Работать левой рукой коротким лезвием оказалось не таким простым делом, хотя сырая глина поддавалась легко. От холода движения Алексея стали нерасторопными, как и течение мыслей, словно бы они имели ту же материальную основу, что и кровь. Зайцев невольно сравнил себя с холоднокровными земноводными, у которых с падением температуры тела замедляются жизненные процессы. Закончив одну ступеньку, он принялся резать вторую на противоположной стороне. «Если это сон, — думал он, — если я лежу где–нибудь на болотном островке, то это самый длинный и мучительный кошмар в моей жизни. И до чего же неправдоподобно, но складно все это выглядит. Может быть во сне я скатился с горбушки в воду и поранил себе руку? Тогда почему я никак не проснусь от боли? Чушь какая–то. Это не я сплю, это они спят. И скорее всего, никогда уже не проснутся. А я им только снюсь. Я, живое воплощение той самой недостижимой мечты, о которой они грезят всю свою жизнь, бездарный пророк, который должен увести их назад в несуществующую Кудияровку, но никогда не уведет. И разбудить их никак невозможно. Этот «спящий» не проснется никогда. Может в этом и есть их спасение, потому что пробудившись, они увидят только собственное убожество? Увидят и от ужаса тут же всем скопом покончат собой. Интересно, если бы я остался здесь до конца дней, чем бы я занимался? — Алексей даже содрогнулся от этой жуткой мысли. — Валяться днями напролет рядом с уродливой, пьяной кудияровкой и думать, чем заполнить время, когда заполнять его попросту нечем? Или как Мишка–дурачок изобретать свою безумную азбуку? Нет, уж лучше сразу спиться и сдохнуть от белой горячки или цирроза печени. Разум здесь первый враг. В подземелье ему просто нет применения. Это могила, где из чувства самосохранения надо убивать его каждый день, хотя бы самогонкой.»

Зайцев закончил резать вторую ступеньку и понял, что не успеет выбраться. У него судорогой начало сводить ноги и низ живота, а конца работы не было видно. «Надо кричать, — как–то вяло подумал он. — Еще несколько минут и я окачурюсь. Как этот придурок сказал: лучше жить лежа, чем умереть на коленях? Нет, кажется, лучше умереть лежа… Идиоты! — Мысли его начали путаться, в голову полезла какая–то ерунда, но Алексей держался и не давал панике овладеть собой. — Чтобы стать кудияровцем, надо научиться ползать на брюхе, — приступая к третьей ступеньке, рассуждал он. — Нет, этого мало. Надо просто родиться в нужное время в нужном месте и не желать знать ни о какой другой жизни. Кудияровец — это существо, которое знает о назначении вилки, но даже не пытается ею пользоваться и жрет руками. Кудияровец — это нежелание.»

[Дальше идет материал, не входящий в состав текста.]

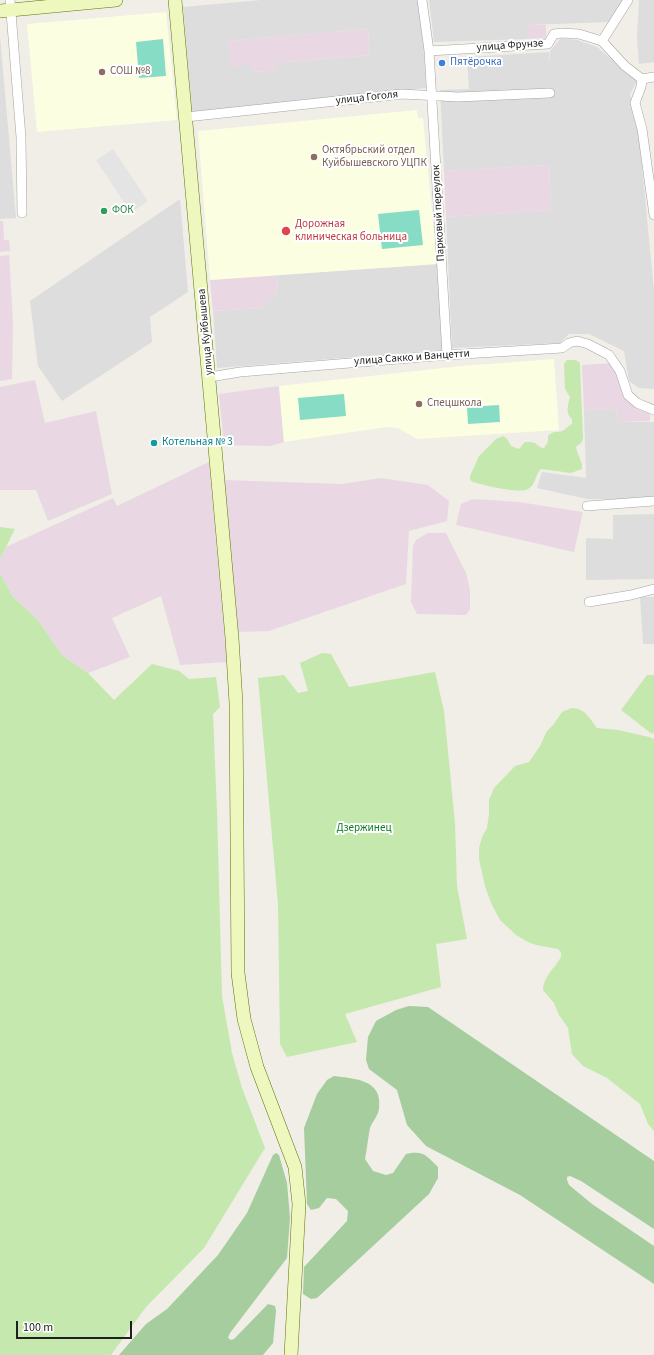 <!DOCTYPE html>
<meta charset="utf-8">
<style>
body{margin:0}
#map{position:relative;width:654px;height:1355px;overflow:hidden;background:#f0eee6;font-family:"Source Sans 3",sans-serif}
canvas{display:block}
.scale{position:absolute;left:16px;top:1321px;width:116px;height:18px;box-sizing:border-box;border:2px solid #202020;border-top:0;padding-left:5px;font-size:12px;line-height:14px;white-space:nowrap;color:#202020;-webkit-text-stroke:3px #fff;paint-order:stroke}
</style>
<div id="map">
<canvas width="654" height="1355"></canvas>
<div class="scale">100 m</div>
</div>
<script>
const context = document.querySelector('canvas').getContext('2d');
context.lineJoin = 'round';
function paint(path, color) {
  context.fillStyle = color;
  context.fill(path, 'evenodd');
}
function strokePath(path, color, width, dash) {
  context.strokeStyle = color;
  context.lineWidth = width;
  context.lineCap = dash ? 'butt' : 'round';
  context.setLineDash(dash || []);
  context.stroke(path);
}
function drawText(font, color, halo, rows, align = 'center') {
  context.font = font + ' "Source Sans 3",sans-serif';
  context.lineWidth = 4;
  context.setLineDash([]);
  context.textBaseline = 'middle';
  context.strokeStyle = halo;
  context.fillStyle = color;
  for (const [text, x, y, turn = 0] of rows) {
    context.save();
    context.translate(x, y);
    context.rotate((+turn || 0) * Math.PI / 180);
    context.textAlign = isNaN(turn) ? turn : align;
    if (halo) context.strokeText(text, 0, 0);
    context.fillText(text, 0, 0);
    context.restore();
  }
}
paint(new Path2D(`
 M261 0H418L424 50 426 88 192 112 183 7ZM368 29 370 55 276 63V70L254 72 253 65 229 41Z
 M429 0H624L610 22 527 25V39L434 42Z
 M639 0H654V62L639 64 637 37Z
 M0 36 16 218 0 219Z
 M561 38 577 40 597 47 637 81 630 94 639 136 654 290V389L639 388 629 381 624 351 589 334H569L560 343 452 348 446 217 551 210 549 165 444 171 440 90 469 89 467 57 549 52 550 63V51Z
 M180 199 188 292 150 317 152 342 62 401 38 366 30 301Z
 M437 264 443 350 217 368 213 311 263 308 278 291 277 275Z
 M616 409 618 422H654V497L626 499H587L537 488 542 472 586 478 584 410Z
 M654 514V579L586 580V538L613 539V515Z
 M640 597H654V644H643Z`), '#dedddd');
paint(new Path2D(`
 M527 25H546V38L527 39Z
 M368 29 370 55 276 63 277 70 253 72 252 65 231 67 228 41Z
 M549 165 551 210 446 217 444 171Z
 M0 221H3L4 240H9L10 251 0 252Z
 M9 255 13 322 12 379 0 381V256Z
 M277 275 278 291 263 308 213 311 210 280Z
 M613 363 622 382 629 403 650 413V421L618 422 616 409 584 410 582 365Z
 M35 380 45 423 96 411 112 494 48 521 36 490H0V387Z
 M279 386 284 442 271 446 224 445 219 394Z
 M209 462 227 662 180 665 161 596 112 618 130 657 88 673 62 655 38 620 13 597 0 573V559L6 547 113 498 117 506Z
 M381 478 428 485 449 501 447 521 409 531 406 584 269 631 237 632 224 480 342 484Z
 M473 499 519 502 583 512 574 552 456 525 461 504Z
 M428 533H446L466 573 470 590V609L466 615 417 614 411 602 413 546 416 540Z`), '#e9d8e4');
paint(new Path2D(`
 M166 12 177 120 37 132 27 24Z
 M417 110 418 118H423L437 264 210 280 198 131Z
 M554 359 559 430 417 439 398 428 387 427 284 442 279 386 461 366Z`), '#fbfee1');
paint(new Path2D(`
 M567 360H576L580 363V367L583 437 582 442 576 447C577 455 583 461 582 469L571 473 541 469C535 474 536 485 528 489 520 494 483 485 473 482L470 480V476L479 456 496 439 503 436C508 438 509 443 511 446L519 449 525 442C540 441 535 447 544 448L548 442V436C554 429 559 434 564 430 567 428 568 426 572 424V419C565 413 568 405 570 397L565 389 564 364Z
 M0 527 15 529 0 559Z
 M0 573 13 597 38 620 62 655 88 673 114 700 152 664 179 671 189 679 216 677 220 707 213 714 217 811 222 996 232 1053 242 1088 265 1148 204 1248 146 1307 111 1355H0Z
 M322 653 331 654 349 687 435 672 444 711 455 823 457 886 467 939 436 944 441 987 345 1014 357 1042 287 1057 280 1044 278 904 258 678 284 675 298 693 308 691 300 663Z
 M647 675H654V732L652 734 621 710Z
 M572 708C586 709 589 718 597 728L618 730 649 737 654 739V1131L648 1124 640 1104 607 1078 583 1066 572 1054 568 1028 559 1015 554 1003 543 990C543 977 555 968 561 957V952L558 949 536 945 528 942 516 935 500 920 491 903 485 886 479 859V848L482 837 487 828 489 814V800L494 788 515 766 529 762 540 746 547 731 553 725 562 712Z`), '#c4e8ae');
paint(new Path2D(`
 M409 1006 428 1007 654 1161V1229L581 1181 570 1176 567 1177V1180L569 1185 592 1204 654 1246V1284L520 1195 426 1146 407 1125 397 1090 369 1069 366 1060 368 1037 376 1021 396 1010Z
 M334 1076C355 1079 383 1079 379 1109 378 1116 372 1122 370 1128 368 1138 367 1149 365 1159L373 1171 386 1175 393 1173 406 1154C423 1150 426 1155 438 1167V1178L429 1194 317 1298 311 1299 303 1294 304 1267 347 1221 348 1211 336 1199 327 1198 319 1208 311 1210 307 1204 304 1128 317 1094 327 1080Z
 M276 1153 279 1155 287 1183 290 1218 287 1258 230 1333 228 1338 231 1340 234 1339 268 1304 275 1306 276 1311 273 1343 263 1355H119L146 1324 167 1309 218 1255 247 1213 273 1155Z`), '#a5cd9d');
paint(new Path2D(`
 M163 39 166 76 139 78 136 42Z
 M419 210 423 245 382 249 378 214Z
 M344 394 346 416 300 420 298 398Z
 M499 405 500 422 468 424 467 407Z`), '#87dcc5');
paint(new Path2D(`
 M113 149 148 201 131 213 96 160Z`), '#e4e4e4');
const street = new Path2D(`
 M10 0 21 137 22 213
 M422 0 429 51 447 355
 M602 41 628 0
 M429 51 548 44 554 34 562 33 579 34 602 41 625 66 642 79
 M642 79 641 87 635 103 642 129 654 215
 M642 79 654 77
 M186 117 402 94 458 97 550 93
 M210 377 240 372 447 355 562 348 569 343 577 341 588 344 609 355 620 371 628 395 637 403 654 410
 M587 506 654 501
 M589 602 631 595 654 589`);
const secondary = new Path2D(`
 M175 0 232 638 236 703 238 973 244 1019 257 1067 295 1167 299 1204 291 1355
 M0 11 116 0`);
strokePath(street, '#a4a4a4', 10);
strokePath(secondary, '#5c7409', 14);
strokePath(street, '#fff', 9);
strokePath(secondary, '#eef7bd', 13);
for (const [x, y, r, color] of [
 [442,63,4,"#3f7fe0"],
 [102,72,4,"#8d6e63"],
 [314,157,4,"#8d6e63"],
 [104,211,4,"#2e9e5b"],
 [286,231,5,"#e0444e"],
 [419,404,4,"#8d6e63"],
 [154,443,4,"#0f9aa8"]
]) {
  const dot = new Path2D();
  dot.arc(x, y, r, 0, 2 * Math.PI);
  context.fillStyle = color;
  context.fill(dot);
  strokePath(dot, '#fff', 1.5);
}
drawText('11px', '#202020', '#fff', [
 ["улица Фрунзе",510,46,-4],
 ["улица Гоголя",367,98,-6],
 ["Парковый переулок",439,213,-93],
 ["улица Куйбышева",206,332,-95],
 ["улица Сакко и Ванцетти",412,358,-4]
]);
drawText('11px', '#366cbe', '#fff', [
 ["Пятёрочка",450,63]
], 'left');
drawText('11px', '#785e54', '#fff', [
 ["СОШ №8",110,72],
 ["Октябрьский отдел",322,151],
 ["Куйбышевского УЦПК",322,164],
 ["Спецшкола",427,404]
], 'left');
drawText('11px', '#27864d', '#fff', [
 ["ФОК",112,211]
], 'left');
drawText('11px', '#be3a42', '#fff', [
 ["Дорожная",295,225],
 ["клиническая больница",295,238]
], 'left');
drawText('11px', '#0d838f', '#fff', [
 ["Котельная № 3",162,443]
], 'left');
drawText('11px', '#107b25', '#fff', [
 ["Дзержинец",364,829]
]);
</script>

Рука Алексея сорвалась вниз и ударила по воде. Раздался всплеск, и сразу после этого сверху послышался очень низкий мужской голос:

«Г»

1.

Хозяин квартиры проснулся от холода перед самым рассветом, болезненно поежился и сел. Форточка медленно, с отвратительным скрипом отворилась, и холодный воздух уныло запел в щелях входной двери. Несмотря на ранний час, с улицы доносилось многоголосое бормотанье, сигналили автомобили и изредка можно было разобрать отдельные выкрики: «Вова!», «…куда лезешь…», «…граждане…». Затем в подъезде что–то грохнуло, послышался звон разбитого стекла, и форточка в комнате с силой захлопнулась, отделив больного хозяина квартиры от непонятного уличного бедлама.

Пошатываясь, он поднялся с дивана, прошел в прихожую и сорвал с вешалки свое пальто. Он слышал, на лестничной площадке что–то происходит, будто все жители этажа одновременно принялись выносить из квартир мебель. Вздрогнул, проходя мимо зеркала какой–то огонек промелькнул по ту сторону поверхности стекла, и, отдуваясь подумал: что бы это все могло значить?

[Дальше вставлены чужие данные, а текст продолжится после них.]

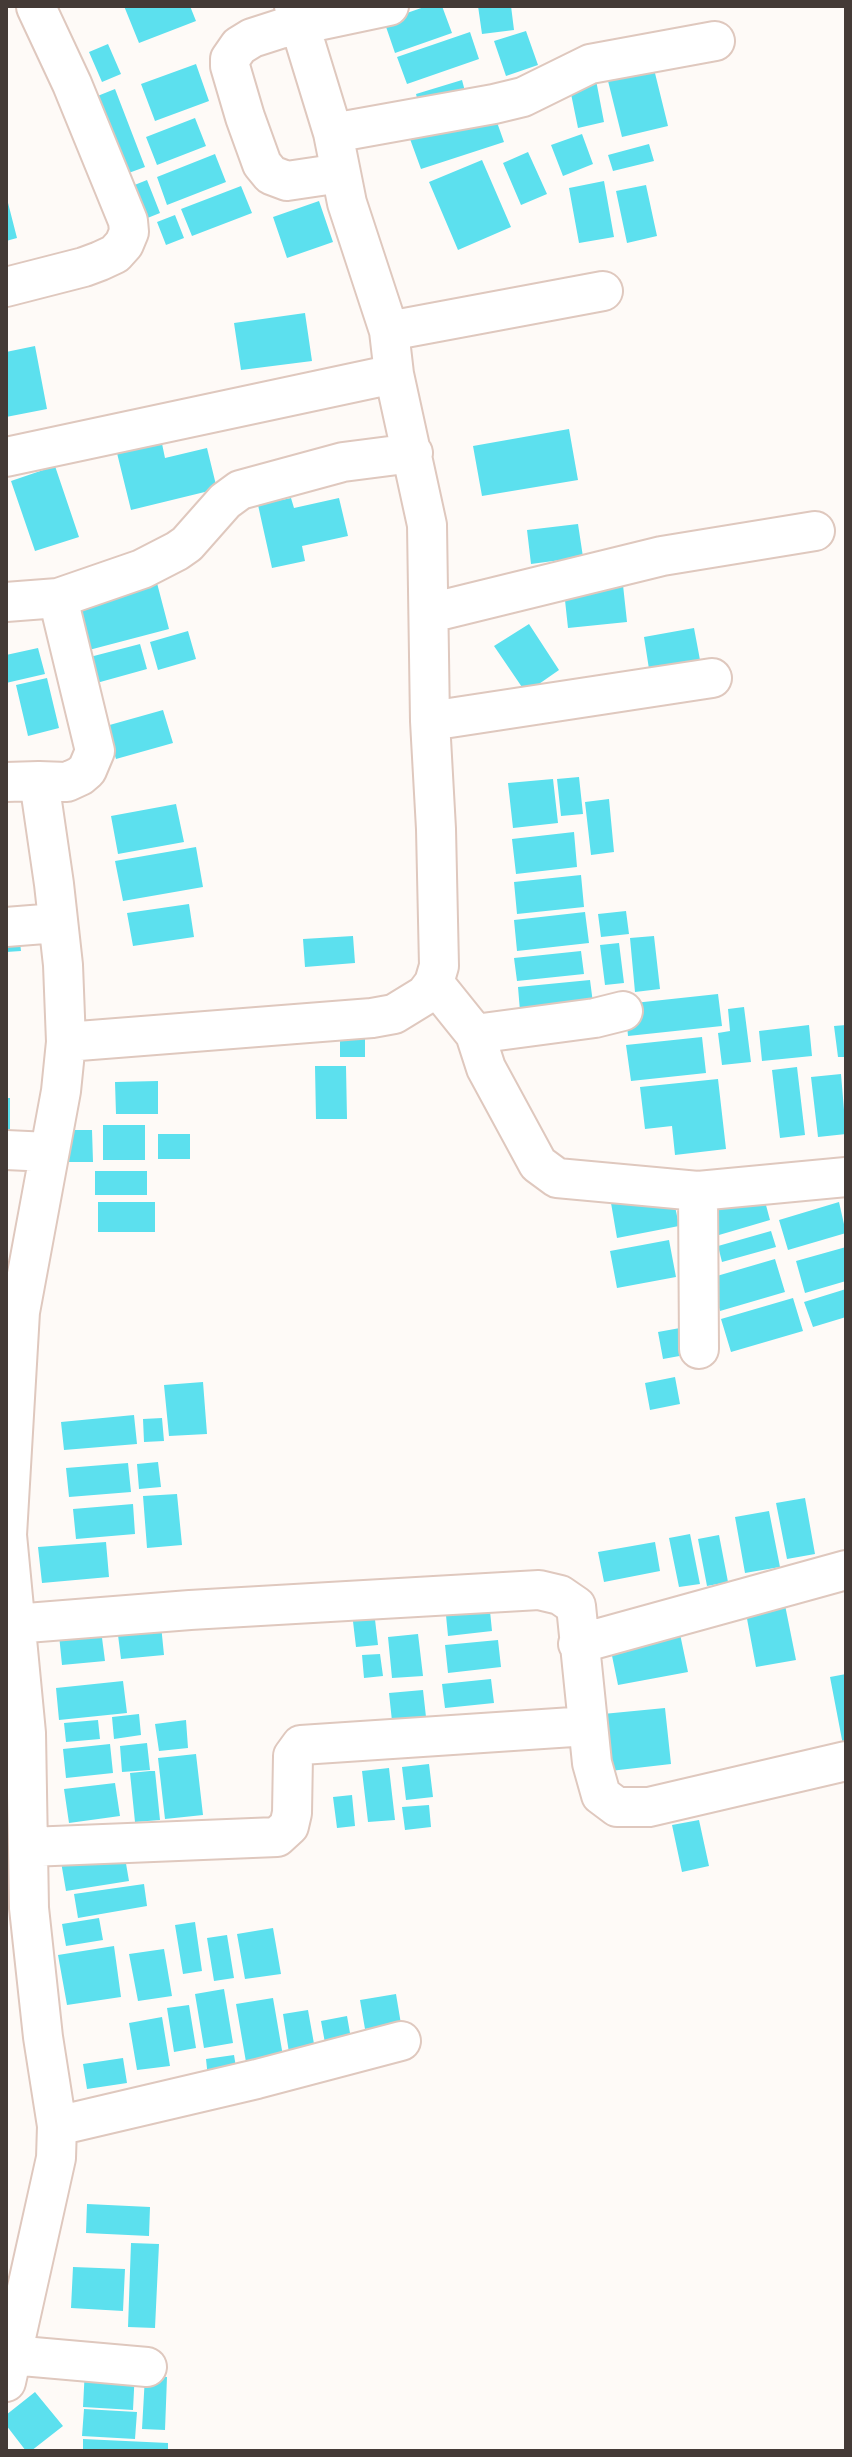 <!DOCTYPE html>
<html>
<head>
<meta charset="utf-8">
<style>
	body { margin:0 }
	#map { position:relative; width:852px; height:2457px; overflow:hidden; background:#fefaf7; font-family:"Asap Condensed",sans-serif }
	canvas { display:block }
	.frame { position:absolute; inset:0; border:8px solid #443a36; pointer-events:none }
</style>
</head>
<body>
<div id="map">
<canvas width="852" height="2457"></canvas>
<div class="frame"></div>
</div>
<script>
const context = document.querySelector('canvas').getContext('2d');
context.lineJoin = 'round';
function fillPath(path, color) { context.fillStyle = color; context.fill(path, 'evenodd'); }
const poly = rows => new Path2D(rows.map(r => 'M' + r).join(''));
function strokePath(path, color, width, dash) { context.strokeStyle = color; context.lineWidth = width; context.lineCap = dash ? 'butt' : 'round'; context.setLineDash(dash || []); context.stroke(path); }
fillPath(poly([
	[124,6,190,6,196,21,139,43],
	[427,6,442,6,452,33,395,53,384,21],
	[478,6,511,6,514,30,482,34],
	[526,31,538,65,506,76,494,41],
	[470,32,479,59,407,84,397,57],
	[108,44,121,74,102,82,89,52],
	[196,64,209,101,155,121,141,84],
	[654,69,668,126,622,137,608,81],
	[462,80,466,95,420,109,416,94],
	[596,80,604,122,578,128,569,84],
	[115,89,145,167,115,178,85,101],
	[493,111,504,142,421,169,410,139],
	[195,118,206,146,157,165,146,137],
	[582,134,593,164,563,176,551,145],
	[649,144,654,161,613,171,608,155],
	[528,152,547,194,521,205,503,163],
	[215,154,226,182,167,205,157,177],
	[482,160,511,227,458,250,429,182],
	[147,180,160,213,135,223,122,190],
	[604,181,614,237,579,243,569,188],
	[646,185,657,236,627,243,616,191],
	[241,186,252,213,192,236,181,209],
	[6,195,17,238,6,241],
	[319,201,333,242,287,258,273,217],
	[175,215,184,238,166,245,157,222],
	[305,313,312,361,241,370,234,323],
	[35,346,47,409,6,417,6,352],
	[569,429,578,480,482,496,473,446],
	[160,434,165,458,207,448,217,489,131,510,115,445],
	[55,466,79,537,35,551,11,481],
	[291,498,294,508,339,498,348,536,302,546,305,561,272,568,258,505],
	[578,524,583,557,531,564,527,530],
	[157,583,169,629,89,650,76,604],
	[623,585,627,622,568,628,564,591],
	[529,624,559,670,526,693,494,646],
	[694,628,700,660,649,669,644,637],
	[188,631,196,659,158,670,150,642],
	[140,644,147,669,93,684,86,658],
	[38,648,45,674,6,683,6,655],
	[47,678,59,728,28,736,16,685],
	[163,710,173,743,116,759,106,726],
	[579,777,583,814,561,816,557,779],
	[553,779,558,823,513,828,508,783],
	[609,799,614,852,591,855,585,802],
	[176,804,184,842,118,854,111,816],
	[574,832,577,867,516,874,512,839],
	[196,847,203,887,123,901,115,861],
	[581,875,584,907,517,914,514,882],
	[189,904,194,937,133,946,127,913],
	[626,911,629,934,601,937,598,914],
	[585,912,589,943,517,951,514,920],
	[19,933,21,951,6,952,6,934],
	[353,936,355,963,305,967,303,939],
	[654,936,660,989,635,992,630,938],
	[619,943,624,983,605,985,600,945],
	[581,951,584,974,517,981,514,958],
	[590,980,593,1003,520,1011,518,987],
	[718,994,722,1026,628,1036,625,1004],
	[744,1007,751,1062,722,1065,718,1033,730,1031,728,1009],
	[809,1025,812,1056,762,1061,759,1031],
	[846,1025,846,1057,838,1057,834,1026],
	[340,1031,365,1031,365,1057,340,1057],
	[702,1037,706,1073,631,1081,626,1045],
	[315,1066,346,1066,347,1119,316,1119],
	[797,1067,805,1135,780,1138,772,1070],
	[841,1074,846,1134,818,1137,811,1077],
	[718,1079,726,1149,675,1155,672,1126,645,1129,640,1087],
	[158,1081,158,1114,116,1114,115,1082],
	[6,1098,10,1098,10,1131,6,1131],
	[103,1125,145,1125,145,1160,103,1160],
	[57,1130,92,1130,93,1162,57,1162],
	[158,1134,190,1134,190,1159,158,1159],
	[95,1171,147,1171,147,1195,95,1195],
	[672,1191,679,1226,617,1238,611,1203],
	[763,1194,770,1220,719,1235,711,1209],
	[98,1202,155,1202,155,1232,98,1232],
	[839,1202,846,1233,788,1250,779,1220],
	[771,1231,776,1247,722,1262,718,1246],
	[669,1240,676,1277,617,1288,610,1251],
	[846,1247,846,1281,805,1293,796,1261],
	[775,1259,785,1292,720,1311,710,1278],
	[846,1289,846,1317,813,1327,804,1302],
	[793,1298,803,1331,731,1352,721,1319],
	[680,1328,685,1355,663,1359,658,1332],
	[675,1377,680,1404,650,1410,645,1383],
	[203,1382,207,1434,169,1436,164,1385],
	[134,1415,137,1444,64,1450,61,1422],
	[162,1418,164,1441,144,1442,143,1419],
	[158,1462,161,1487,139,1489,137,1464],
	[128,1463,131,1492,69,1497,66,1468],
	[177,1494,182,1545,147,1548,143,1496],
	[805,1498,815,1554,787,1559,776,1503],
	[133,1504,135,1534,76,1539,73,1509],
	[769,1511,780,1567,745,1573,735,1517],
	[690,1534,700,1584,679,1587,669,1538],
	[719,1535,728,1582,707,1586,698,1539],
	[106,1542,109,1577,42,1583,38,1547],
	[655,1542,660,1571,604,1582,598,1552],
	[784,1600,796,1660,756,1667,745,1608],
	[489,1601,492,1631,448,1636,445,1605],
	[374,1611,378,1645,356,1647,352,1613],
	[160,1615,164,1655,121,1659,116,1619],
	[101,1630,105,1661,62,1665,59,1635],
	[418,1634,423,1676,392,1678,388,1637],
	[680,1634,688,1672,618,1685,610,1646],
	[498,1640,501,1667,448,1673,445,1645],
	[380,1654,383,1676,364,1678,362,1655],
	[846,1674,846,1744,843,1745,830,1677],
	[491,1679,494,1703,445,1708,442,1684],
	[123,1681,127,1713,59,1720,56,1688],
	[423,1690,426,1717,392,1721,389,1693],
	[665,1708,671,1764,610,1771,603,1714],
	[139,1714,141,1735,114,1739,112,1717],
	[98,1720,100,1739,66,1742,64,1723],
	[186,1720,188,1748,159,1751,155,1724],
	[147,1743,150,1770,122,1772,120,1746],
	[110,1744,113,1773,66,1778,63,1749],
	[196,1754,203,1815,165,1819,158,1758],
	[429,1764,433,1797,406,1800,402,1767],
	[389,1768,395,1820,368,1822,362,1771],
	[150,1771,155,1771,160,1820,135,1822,130,1773],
	[115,1783,120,1816,69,1823,64,1789],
	[352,1795,355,1826,337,1828,333,1797],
	[429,1805,431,1827,405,1830,402,1807],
	[699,1820,709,1866,682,1872,672,1825],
	[123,1846,129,1881,66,1891,60,1856],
	[144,1884,147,1906,78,1918,74,1894],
	[99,1918,103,1940,66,1946,62,1924],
	[195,1922,202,1971,183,1974,175,1925],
	[273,1928,281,1974,245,1979,237,1934],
	[227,1935,234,1978,214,1981,207,1938],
	[114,1946,121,1997,67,2005,58,1955],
	[164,1949,172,1996,138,2001,129,1954],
	[224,1989,233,2043,204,2048,195,1994],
	[396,1994,401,2024,365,2029,360,2000],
	[273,1998,283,2056,246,2062,236,2004],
	[189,2005,196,2048,174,2052,167,2008],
	[308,2010,316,2055,290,2059,283,2014],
	[347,2016,353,2050,327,2054,321,2021],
	[162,2017,170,2066,137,2070,129,2023],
	[234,2055,237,2073,208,2078,206,2059],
	[123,2058,127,2083,87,2089,83,2064],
	[87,2204,150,2207,149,2236,86,2233],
	[131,2243,159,2244,155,2328,128,2327],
	[73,2267,125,2269,123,2311,71,2308],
	[85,2368,135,2370,133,2410,83,2407],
	[145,2376,167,2377,165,2430,142,2429],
	[35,2392,63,2426,31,2451,26,2451,6,2425,6,2415],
	[84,2409,137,2412,135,2439,82,2436],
	[83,2439,168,2443,168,2451,83,2451]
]), '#5ce0ee');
const minor = poly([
	[333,133,494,104,523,97,590,64,715,41],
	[341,173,287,181,271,175,262,164,245,117,230,66,230,59,239,46,252,38,280,29,389,6],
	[6,287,84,267,100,261,115,254,124,244,129,232,128,221,72,84,36,7],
	[389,331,603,291],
	[6,457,394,374],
	[58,598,142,569,177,551,187,544,225,501,240,490,343,462,413,453],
	[6,602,58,598,95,751,87,770,80,776,67,782,39,781,54,884,63,965,66,1042,61,1091,20,1312,7,1535,26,1733,29,1908,43,2037,57,2126,56,2158,6,2382],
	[430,613,662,556,815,531],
	[430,721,712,678],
	[6,782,39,781],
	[6,927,57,923],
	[434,983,475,1034,486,1068,538,1164,557,1178,698,1191,846,1177],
	[475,1034,595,1018,623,1011],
	[66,1042,372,1018,394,1014,425,995,434,983,439,966,436,829,430,721,427,525,394,374,389,331,347,203,333,133,294,6],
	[6,1150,49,1152],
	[698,1191,699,1349],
	[14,1624,190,1610,539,1590,560,1595,576,1606,592,1763,601,1795,617,1807,649,1807,846,1761],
	[578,1644,846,1570],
	[29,1847,277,1837,289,1826,292,1813,293,1756,301,1745,588,1726],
	[57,2126,257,2079,401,2041],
	[11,2355,147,2367]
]);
strokePath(minor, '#dfc8be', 42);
strokePath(minor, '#fff', 38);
</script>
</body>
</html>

В комнате опять распахнулась и захлопнулась форточка, впустив на несколько секунд уличный шум. Хозяни квартиры потрогал лоб, добрел до дивана и, улегшись, натянул на себя пальто. Затем он попытался вспомнить, что произошло накануне вечером, но сознание его почти моментально затянуло какой–то бессмысленной вереницей образов и видений.

Перед вторым пробуждением ему приснился дурацкий сон, будто на улице он встретился с Прогрессом — трехметровым человеком из нержавеющей стали, в жестяном смокинге и с гаечным ключом в руке. Изо рта у монстра торчала выхлопная труба, а из трубы толсто и далеко валил сизый дым. Прогресс мигал глазами–лампочками, вращал ушами–локаторами и металлическим голосом канючимл: «Ну, чего тебе изобрести? Хочешь пуленепробиваемую голову? А хочешь брипп? Адская смесь. Тебе понравится».

Сколько прошло времени между двумя пробуждениями, он не знал, а когда проснулся от собственного крика, первое, что он вспомнил, это собственное имя и фамилию. Чувствовал Лупцов себя вполне отдохнувшим, и лишь странное чувство опустошенности напоминало ему о том, что в его жизни произошло несто неординарное.

2.

На улице ничего примечательного Лупцов не обнаружил, если не считать зеленого нефритового неба, которое, словно гигантский плафон висело низко над землей и было таким материальным, что казалось, будто до него можно достать палкой или даже рукой, если влезть на крышу дома.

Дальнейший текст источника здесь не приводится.